Work required -> Which lines of the records contain the word "like"? Copy each one.

Collected data entries
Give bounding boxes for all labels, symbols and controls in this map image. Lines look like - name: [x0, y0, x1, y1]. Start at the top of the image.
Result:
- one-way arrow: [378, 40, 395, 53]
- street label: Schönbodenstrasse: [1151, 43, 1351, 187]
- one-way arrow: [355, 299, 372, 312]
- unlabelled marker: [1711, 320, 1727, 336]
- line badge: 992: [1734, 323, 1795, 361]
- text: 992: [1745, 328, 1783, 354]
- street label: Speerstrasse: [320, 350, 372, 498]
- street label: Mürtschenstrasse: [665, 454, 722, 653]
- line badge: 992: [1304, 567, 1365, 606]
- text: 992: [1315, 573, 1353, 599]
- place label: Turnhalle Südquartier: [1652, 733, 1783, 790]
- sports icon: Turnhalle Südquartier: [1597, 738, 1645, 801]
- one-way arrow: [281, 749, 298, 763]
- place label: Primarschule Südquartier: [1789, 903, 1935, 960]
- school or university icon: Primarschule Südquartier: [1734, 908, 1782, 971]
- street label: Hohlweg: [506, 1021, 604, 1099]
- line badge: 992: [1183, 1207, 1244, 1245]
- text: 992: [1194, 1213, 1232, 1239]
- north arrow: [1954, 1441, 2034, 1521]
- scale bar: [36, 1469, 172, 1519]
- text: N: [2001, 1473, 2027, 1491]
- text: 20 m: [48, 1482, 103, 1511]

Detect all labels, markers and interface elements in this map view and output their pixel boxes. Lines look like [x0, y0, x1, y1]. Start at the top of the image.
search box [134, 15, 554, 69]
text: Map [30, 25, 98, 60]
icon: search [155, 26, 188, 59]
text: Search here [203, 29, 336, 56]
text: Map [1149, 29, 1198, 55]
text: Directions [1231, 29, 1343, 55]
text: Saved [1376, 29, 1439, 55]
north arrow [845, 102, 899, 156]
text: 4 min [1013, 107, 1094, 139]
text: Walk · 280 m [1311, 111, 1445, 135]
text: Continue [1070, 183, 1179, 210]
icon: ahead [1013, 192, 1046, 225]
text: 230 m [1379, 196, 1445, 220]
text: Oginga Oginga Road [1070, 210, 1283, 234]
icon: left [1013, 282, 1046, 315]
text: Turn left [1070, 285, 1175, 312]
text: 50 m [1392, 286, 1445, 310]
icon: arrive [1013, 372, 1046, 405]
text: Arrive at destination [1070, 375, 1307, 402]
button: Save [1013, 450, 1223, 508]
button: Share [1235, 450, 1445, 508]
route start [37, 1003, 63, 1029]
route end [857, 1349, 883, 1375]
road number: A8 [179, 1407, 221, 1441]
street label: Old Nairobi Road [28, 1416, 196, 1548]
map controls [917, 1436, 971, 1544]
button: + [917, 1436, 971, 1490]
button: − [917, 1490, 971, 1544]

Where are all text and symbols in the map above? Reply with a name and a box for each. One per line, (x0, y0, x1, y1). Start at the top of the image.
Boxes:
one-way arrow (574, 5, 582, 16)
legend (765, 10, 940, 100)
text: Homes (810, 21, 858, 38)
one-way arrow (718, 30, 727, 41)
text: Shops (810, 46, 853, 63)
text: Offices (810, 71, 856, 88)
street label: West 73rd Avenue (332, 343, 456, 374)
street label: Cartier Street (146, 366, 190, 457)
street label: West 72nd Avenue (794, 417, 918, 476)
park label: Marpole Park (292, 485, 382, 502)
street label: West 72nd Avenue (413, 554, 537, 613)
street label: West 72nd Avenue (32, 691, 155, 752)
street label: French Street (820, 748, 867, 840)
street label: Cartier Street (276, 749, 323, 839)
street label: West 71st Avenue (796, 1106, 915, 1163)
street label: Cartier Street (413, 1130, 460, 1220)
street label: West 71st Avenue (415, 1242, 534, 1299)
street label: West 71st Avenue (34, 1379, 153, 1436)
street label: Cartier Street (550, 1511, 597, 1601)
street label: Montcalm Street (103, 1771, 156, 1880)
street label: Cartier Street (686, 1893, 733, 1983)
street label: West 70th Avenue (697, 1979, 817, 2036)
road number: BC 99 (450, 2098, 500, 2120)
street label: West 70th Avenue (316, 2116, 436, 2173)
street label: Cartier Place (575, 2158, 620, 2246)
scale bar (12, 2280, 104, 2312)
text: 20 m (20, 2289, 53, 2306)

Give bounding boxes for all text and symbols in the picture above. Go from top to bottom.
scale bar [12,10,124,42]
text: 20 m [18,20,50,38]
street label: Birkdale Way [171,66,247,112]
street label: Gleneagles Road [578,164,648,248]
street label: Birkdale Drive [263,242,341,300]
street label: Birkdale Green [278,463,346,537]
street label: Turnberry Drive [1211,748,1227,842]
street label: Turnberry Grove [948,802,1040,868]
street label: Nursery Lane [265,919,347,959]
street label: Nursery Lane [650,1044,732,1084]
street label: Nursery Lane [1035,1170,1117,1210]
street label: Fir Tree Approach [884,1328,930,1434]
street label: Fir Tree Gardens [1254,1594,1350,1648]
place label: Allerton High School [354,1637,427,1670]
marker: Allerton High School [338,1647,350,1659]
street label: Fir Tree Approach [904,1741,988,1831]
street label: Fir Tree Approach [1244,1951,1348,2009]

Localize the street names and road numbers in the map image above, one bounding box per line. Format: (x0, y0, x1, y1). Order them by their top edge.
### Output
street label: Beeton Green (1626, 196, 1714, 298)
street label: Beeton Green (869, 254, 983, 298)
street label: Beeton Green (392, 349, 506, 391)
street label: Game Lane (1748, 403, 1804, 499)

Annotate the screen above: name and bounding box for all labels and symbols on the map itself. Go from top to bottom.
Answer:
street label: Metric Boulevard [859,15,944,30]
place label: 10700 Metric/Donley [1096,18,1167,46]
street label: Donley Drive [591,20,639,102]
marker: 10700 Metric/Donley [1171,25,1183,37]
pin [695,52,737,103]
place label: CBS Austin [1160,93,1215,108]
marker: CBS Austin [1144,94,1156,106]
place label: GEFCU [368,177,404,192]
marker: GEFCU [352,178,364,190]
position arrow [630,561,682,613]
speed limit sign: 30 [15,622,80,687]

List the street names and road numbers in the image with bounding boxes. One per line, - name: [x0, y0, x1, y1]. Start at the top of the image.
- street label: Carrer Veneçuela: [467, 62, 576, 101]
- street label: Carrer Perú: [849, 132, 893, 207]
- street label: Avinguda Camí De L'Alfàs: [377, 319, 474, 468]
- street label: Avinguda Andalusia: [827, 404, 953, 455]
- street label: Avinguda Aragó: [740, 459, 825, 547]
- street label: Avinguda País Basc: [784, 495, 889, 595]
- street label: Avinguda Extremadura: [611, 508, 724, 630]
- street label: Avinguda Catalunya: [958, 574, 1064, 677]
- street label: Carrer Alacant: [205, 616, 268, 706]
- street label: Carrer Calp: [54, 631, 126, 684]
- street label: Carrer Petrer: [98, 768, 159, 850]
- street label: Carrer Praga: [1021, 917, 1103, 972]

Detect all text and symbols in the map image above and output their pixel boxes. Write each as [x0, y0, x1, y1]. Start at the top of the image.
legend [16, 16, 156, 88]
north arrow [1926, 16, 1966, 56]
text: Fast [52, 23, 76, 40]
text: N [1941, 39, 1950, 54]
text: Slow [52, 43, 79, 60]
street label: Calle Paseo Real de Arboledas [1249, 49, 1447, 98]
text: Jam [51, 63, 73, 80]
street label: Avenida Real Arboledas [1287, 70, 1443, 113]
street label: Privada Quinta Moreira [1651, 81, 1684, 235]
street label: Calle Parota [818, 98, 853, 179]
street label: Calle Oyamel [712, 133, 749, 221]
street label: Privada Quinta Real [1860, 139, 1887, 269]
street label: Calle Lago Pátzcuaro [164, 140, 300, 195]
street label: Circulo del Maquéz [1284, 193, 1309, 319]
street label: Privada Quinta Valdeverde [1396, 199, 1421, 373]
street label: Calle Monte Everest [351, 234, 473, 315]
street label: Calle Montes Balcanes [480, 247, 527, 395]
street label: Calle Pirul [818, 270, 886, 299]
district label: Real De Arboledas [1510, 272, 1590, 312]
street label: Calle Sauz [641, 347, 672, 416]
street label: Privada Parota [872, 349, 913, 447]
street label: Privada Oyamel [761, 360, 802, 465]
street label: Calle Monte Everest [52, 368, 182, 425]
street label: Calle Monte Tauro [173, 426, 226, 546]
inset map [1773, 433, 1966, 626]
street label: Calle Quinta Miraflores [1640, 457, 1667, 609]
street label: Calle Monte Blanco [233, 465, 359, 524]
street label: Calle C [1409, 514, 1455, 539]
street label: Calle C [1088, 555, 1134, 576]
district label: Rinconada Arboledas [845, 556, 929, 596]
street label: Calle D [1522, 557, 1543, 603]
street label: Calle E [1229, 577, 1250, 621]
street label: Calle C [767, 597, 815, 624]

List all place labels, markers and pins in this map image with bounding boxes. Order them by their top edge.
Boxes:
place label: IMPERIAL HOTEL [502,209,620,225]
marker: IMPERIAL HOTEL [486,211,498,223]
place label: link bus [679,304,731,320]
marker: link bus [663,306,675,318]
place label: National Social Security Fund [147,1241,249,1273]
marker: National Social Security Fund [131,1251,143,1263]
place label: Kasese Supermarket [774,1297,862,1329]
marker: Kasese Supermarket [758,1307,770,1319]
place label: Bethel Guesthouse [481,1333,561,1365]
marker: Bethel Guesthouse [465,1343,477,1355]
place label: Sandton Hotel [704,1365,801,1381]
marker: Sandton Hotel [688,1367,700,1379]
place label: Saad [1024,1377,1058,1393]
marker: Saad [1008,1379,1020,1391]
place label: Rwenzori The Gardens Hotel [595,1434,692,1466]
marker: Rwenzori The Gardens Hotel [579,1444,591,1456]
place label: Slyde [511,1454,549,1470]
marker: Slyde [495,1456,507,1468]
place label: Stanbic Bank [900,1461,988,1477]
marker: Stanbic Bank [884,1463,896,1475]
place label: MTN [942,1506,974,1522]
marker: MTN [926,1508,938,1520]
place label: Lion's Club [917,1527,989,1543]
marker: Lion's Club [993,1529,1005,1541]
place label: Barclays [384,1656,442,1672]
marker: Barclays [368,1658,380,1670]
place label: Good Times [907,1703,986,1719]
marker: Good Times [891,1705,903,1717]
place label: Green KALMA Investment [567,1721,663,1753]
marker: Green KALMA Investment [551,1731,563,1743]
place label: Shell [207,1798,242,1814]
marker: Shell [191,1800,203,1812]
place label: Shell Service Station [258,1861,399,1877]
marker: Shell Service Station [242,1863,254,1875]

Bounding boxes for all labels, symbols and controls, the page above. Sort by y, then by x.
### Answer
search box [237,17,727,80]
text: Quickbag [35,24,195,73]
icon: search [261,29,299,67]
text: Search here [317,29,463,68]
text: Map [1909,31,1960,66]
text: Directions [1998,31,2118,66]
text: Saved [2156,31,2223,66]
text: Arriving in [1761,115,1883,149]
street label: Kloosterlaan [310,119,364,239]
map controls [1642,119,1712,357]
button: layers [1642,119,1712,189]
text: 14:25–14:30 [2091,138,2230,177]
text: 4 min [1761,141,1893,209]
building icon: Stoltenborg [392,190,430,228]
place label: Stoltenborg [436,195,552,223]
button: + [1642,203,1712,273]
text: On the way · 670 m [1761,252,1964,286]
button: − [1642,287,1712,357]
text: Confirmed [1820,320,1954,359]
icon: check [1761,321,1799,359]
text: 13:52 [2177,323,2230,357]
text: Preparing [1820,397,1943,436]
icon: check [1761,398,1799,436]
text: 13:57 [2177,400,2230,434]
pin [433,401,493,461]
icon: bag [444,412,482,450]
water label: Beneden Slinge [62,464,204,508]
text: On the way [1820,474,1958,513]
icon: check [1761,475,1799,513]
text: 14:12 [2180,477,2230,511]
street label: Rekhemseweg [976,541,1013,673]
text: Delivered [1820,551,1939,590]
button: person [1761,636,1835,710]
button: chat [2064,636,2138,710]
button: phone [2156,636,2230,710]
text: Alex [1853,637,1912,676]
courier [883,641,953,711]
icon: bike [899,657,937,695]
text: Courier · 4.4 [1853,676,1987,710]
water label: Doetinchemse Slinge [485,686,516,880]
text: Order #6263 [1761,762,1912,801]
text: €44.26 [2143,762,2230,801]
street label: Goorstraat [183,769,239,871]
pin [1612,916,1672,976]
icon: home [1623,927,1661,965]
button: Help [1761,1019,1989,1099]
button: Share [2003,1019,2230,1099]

Task solution ->
Give bounding boxes for all labels, symbols and controls in this map image. Lines look like - name: [x0, y0, x1, y1]. Start at the top of the image.
Detect all labels, markers and interface elements in this map view and output their pixel boxes. Lines look like [x0, y0, x1, y1]. Start at the top of the image.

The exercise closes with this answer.